Retired attorney, Richard Bell, had a cottage industry suing people for copyright infringement of a picture of the Indianapolis skyline. Richard alleged that he took the photo in March 2000 for his law firm’s website. He registered the copyright in 2011, after his former law firm stopped using the photo on its website.
The skyline photo (see picture) became a popular download. Bell sent out cease and desist letters demanding license fees and even filed about 100 lawsuits for copyright infringement.
Then Bell came up against Carmen Commercial Real Estate Services. Carmen used the photo in a 2004 blog post. In 2016, Bell contacted Carmen alleging copyright infringement. Carmen refused to pay Bell the $5,000.00 he demanded to settle the matter. So, litigation ensued.

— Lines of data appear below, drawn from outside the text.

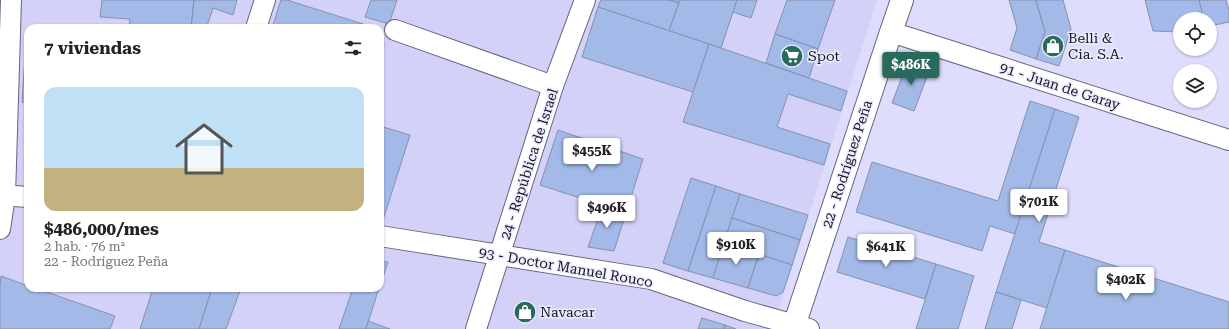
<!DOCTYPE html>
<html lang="es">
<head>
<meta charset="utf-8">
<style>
	:root { --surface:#fff; --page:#f2f2f2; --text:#222; --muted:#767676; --accent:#286a5b }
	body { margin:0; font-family:"Roboto Serif",serif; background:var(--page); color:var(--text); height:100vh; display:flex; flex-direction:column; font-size:15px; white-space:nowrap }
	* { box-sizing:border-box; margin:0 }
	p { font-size:13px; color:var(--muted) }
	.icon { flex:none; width:22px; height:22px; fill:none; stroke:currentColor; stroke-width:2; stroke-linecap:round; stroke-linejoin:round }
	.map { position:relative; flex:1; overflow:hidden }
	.side { position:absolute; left:24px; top:24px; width:360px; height:268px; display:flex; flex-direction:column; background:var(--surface); border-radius:12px; box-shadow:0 1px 3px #0004 }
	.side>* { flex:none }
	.tools { position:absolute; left:1173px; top:12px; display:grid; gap:8px }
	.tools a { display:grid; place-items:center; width:44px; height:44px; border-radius:50%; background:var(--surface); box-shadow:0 1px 3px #0004; font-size:20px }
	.price { position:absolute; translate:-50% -34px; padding:0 9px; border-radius:4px; background:#fff; color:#222; font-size:13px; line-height:26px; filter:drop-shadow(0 1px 2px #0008) }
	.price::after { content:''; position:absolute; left:50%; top:24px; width:12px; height:9px; margin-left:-6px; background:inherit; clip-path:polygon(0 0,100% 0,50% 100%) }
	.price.active { background:var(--accent); color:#fff }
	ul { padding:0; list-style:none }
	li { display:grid; align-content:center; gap:8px; height:212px; padding:0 20px }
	li span { display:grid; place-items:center; height:124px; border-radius:12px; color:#555 }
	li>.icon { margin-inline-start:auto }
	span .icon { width:72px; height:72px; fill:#fffc; stroke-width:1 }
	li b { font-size:17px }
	h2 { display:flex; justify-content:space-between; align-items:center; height:48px; padding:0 20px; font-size:17px }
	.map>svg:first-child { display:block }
	.built { fill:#d3d1f8; fill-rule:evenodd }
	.building { fill:#a3b9e8; stroke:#8591ad }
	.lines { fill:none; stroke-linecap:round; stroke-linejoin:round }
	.minor-casing { stroke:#65647f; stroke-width:22 }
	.tertiary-casing { stroke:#65647f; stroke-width:24 }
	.minor { stroke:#fff; stroke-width:20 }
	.tertiary { stroke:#fff; stroke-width:22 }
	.labels { text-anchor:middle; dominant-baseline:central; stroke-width:3; stroke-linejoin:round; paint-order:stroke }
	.poi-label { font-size:14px; fill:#181723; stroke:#ececff; text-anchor:start }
	.street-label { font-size:14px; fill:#181723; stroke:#ececff }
</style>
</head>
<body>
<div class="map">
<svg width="1229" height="329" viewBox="0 0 1229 329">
	<rect width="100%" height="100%" fill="#deddfd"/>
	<path class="built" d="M0,0H877L773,329H0ZM28,28H380V288H28Z"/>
	<g class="building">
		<path d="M102,0H194L191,28H129L130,19L100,17Z"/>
		<path d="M194,0H237L233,15L213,8L207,26L213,28H191Z"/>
		<path d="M281,0H287L363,24L362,28H272Z"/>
		<path d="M371,0H397L389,24L365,17Z"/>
		<path d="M601,0H669L679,3L669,31L598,7Z"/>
		<path d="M669,0H680L679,3Z"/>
		<path d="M680,0H737L721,48L669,31Z"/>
		<path d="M737,0H757L751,18L733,12Z"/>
		<path d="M787,0H835L818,49L775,34Z"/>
		<path d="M1009,0H1036L1045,32L1036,59L1010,50L1017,28Z"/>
		<path d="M1036,0H1063L1071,29L1059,66L1036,59L1045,32Z"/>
		<path d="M1145,0H1199L1204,19H1180V32L1153,31Z"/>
		<path d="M1199,0H1226L1229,10V22L1210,26V19H1204Z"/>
		<path d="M598,7L709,44L693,92L582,57Z"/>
		<path d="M775,34L818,49L809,78L766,63Z"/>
		<path d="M26,42H28V103L22,102Z"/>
		<path d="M709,44L847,91L841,111L788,94L777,127L830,144L824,165L683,122Z"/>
		<path d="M908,61L930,69L914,111L892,103Z"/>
		<path d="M1030,101L1055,109L1015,234L990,226L982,251L856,212L872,162L998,201Z"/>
		<path d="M1055,109L1079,117L1039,242L1065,250L1047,308L996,292Z"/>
		<path d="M380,126L410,135L384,217L380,216Z"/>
		<path d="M558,130L643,159L626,213L540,185Z"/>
		<path d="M691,178L716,186L688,271L663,263Z"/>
		<path d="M716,186L740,194L713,278L688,271Z"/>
		<path d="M740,194L808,215L800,240L732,218Z"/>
		<path d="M603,205L626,213L614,251L588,247Z"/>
		<path d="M732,218L800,240L792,265L724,243Z"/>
		<path d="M848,237L936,264L925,299L837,272Z"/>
		<path d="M724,243L759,254L748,288L713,278Z"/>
		<path d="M1065,250L1229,302V329H1040Z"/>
		<path d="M759,254L792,265L783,292L776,296L748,288Z"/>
		<path d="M380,261L388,262L380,286Z"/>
		<path d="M936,264L974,276L958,329H916Z"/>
		<path d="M1,276L28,286V288H35L115,316L110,329H0V286Z"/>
		<path d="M153,288H212L199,329H140Z"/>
		<path d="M212,288H241L226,329H199Z"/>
		<path d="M353,288H379L366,329H339Z"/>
		<path d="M996,292L1021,300L1012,329H985Z"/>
		<path d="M702,318L725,325L724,329H698Z"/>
		<path d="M368,321L390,329H366Z"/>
		<path d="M725,325L736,329H724Z"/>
	</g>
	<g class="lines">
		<g class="minor-casing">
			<g id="minor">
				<path d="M256,28L265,0"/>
				<path d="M395,30L553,86"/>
				<path d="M891,32L1229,140"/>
				<path d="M0,195L28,197"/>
				<path d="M0,229L5,196L11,0"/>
				<path d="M380,236L651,279L745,311L809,329"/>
				<path d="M476,329L553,86L585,0"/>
			</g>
		</g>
		<g class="tertiary-casing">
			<path id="tertiary" d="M793,329L891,32L902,0"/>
		</g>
		<use href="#minor" class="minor"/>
		<use href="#tertiary" class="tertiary"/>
	</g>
	<defs>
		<g id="shop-disc" transform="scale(1.15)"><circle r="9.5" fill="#286a5b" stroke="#ececff"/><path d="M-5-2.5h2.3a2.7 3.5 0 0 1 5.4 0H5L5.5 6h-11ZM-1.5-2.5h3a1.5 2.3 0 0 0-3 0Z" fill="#fff"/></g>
		<g id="supermarket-disc" transform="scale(1.15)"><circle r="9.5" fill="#286a5b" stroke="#ececff"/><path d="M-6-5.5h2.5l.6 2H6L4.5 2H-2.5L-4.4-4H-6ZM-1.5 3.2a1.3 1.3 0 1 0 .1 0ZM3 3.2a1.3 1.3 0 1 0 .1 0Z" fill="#fff"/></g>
	</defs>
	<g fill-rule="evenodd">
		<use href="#shop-disc" x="1053" y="46"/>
		<use href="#supermarket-disc" x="792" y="56"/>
		<use href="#shop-disc" x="525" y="312"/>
	</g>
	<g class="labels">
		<g class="poi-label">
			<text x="1068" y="38">Belli &amp;<tspan x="1068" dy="16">Cia. S.A.</tspan></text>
			<text x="808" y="56">Spot</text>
			<text x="540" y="312">Navacar</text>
		</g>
		<g class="street-label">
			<text transform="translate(1060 86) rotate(18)">91 - Juan de Garay</text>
			<text transform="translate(529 164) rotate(-72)">24 - República de Israel</text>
			<text transform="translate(847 164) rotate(-72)">22 - Rodríguez Peña</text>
			<text transform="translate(566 267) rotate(10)">93 - Doctor Manuel Rouco</text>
		</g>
	</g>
</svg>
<div class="tools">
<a><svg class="icon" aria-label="locate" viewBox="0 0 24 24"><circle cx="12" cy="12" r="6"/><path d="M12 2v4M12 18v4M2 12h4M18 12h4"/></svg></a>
<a><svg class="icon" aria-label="layers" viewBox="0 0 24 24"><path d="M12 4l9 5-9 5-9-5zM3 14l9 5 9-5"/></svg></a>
</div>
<b class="price active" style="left:911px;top:86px">$486K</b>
<b class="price" style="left:592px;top:172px">$455K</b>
<b class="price" style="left:1039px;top:223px">$701K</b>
<b class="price" style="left:607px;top:229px">$496K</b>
<b class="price" style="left:736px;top:266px">$910K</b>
<b class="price" style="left:886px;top:268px">$641K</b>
<b class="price" style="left:1126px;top:301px">$402K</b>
<section class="side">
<h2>7 viviendas<svg class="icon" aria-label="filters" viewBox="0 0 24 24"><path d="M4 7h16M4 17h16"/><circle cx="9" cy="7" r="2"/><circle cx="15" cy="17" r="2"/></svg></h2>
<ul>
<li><span style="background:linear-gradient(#bfe0f5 65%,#c2b280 0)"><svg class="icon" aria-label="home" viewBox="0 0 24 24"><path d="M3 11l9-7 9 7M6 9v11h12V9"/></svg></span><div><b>$486,000/mes</b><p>2 hab. · 76 m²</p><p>22 - Rodríguez Peña</p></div></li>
</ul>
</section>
</div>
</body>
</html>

Carmen had two primary defenses. First, Carmen asserted that Bell didn’t take the photo. Bell said he took the photo in March 2000. But the photo shows green grass, a working fountain and the trees full of leaves. Bell said that he also took a night time photo the same day. Apparently, Indianapolis doesn’t green up until after March; so the daytime photo couldn’t have been taken in March. And the daytime photo was contradicted by the night time photo which showed bare trees. Oops.
The second defense was that Bell created the photo as part of his duties with this former law firm. So, his photo was a work made for hire and belonged to his employer and not him.
The jury sided with Carmen and determined that Bell hadn’t proved that he took the photo and owned the copyright. Bell is asking for a new trial. Carmen is seeking reimbursement of its attorney’s fees in the amount of $160,000.00.
WHY YOU SHOULD KNOW THIS. You’ll notice that Bell asked Carmen to pay $5,000.00 to settle the case. Asking for a small amount for settlement is not unusual. The idea is to make it cheaper for the case to go away than to defend it. But, Carmen didn’t look at the cost benefit analysis that way. By investigating the matter and realizing that it had some good defenses, Carmen decided not to back down. This case also demonstrates that if you’re going to say you own a copyrighted work, you had better make sure you really do. This lesson was also discussed in my blog post “Happy Birthday to All of Us” (10/20/2015).